July 6, 2016
The past, brought to you by the present
I imagine this is probably true for some people, at least once in a while. I have my own moments, when I’d like nothing better than to say the hell with it all and retreat to a world painted in sepia tones where all the television shows are in glorious black-and-white. (And, to top it off, I can open the window and yell at kids to get off my lawn.) On the other hand, in the world of today we don't have to worry about polio and many other diseases that terrorized people in mid-century America, we don't have to spend hours cleaning clothes and dishes by hand, we don't have to wrestle with cars lacking power steering - I'm sure you get the drift. The mere fact that you’re reading these very words right now wouldn’t have been possible back then.
But let's bring this closer to home, to the world of television. It's true that I watch very little contemporary TV other than sports, news, and the odd documentary or recent movie.* If it weren’t for my need to stay current, we’d be prime candidates for cord cutting; between our DVD collection, YouTube and Amazon Prime, we’ve got more than enough content to last us through a reasonable lifetime, or until the State comes to get us, whichever comes first.
*Though it is worth pointing out that the show at #1 on my hit parade is a current series, although I've shifted my allegiance from Top Gear to The Grand Tour.
And with that last paragraph, I’m about to prove my point – that it is, in fact, quite impossible for any classic TV buff to completely reject the present, for it is only the present that gives us access to the past.
I got to thinking about all this from a Terry Teachout column last week, in which he pointed out how it was much too easy to take the present for granted, that many of the things we enjoy without thinking would have been quite unthinkable back in the very days to which we keep returning. And as he talks about how back in the day every television show was "appointment television" that required you to make real decisions in your viewing choices because you only had that one chance to see it, no recording or going back later to catch what you missed or what was on the other channels.
I remember those days, and for all that we talk about the quality and content and charm of television back then, I have no desire to revisit the technical limitations that existed alongside those great shows. Which brings up another point: it is, after all, the evolution of technology that makes it possible for us to travel to the past in the first place.

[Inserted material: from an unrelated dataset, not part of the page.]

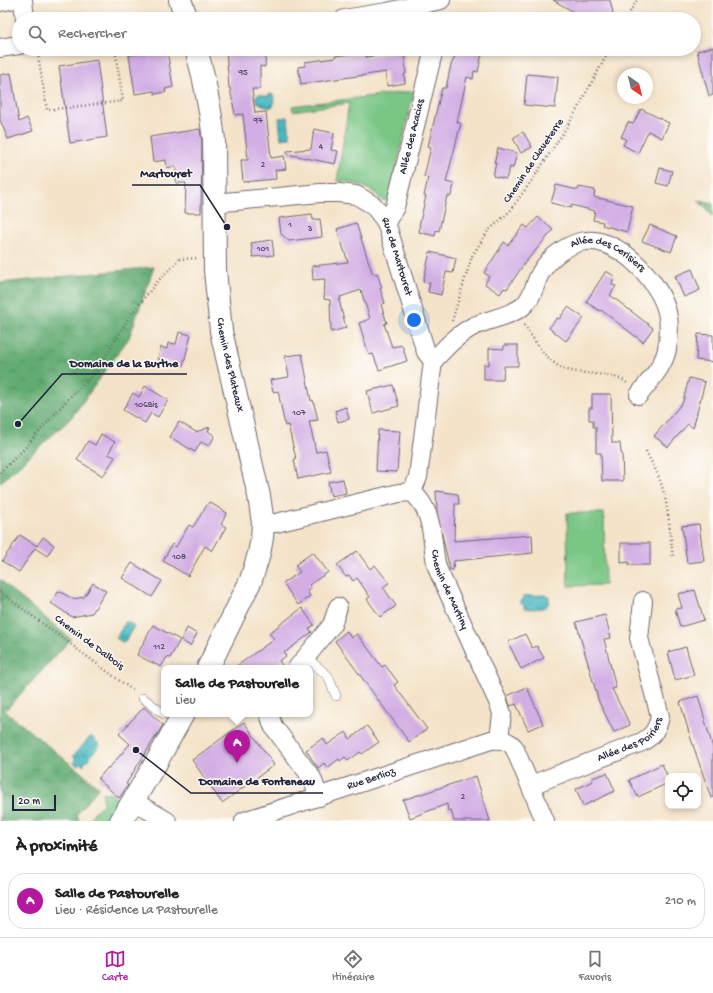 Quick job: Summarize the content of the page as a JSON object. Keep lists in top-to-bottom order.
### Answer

Think about it: from the ability to record and replay, to the video tape and DVD, to streaming services that operate on machines you can hold in the palm of your hand, to subchannels that give us a windfall of classic programming - you can watch, over and over again, a history of television that goes back nearly 60 years. You can watch them free from the constraints of time and proximity to a television, free from having to choose between two desirable offerings, free to see programs that aired before you were born, or never made it to your viewing area when you were young. Is this great or what?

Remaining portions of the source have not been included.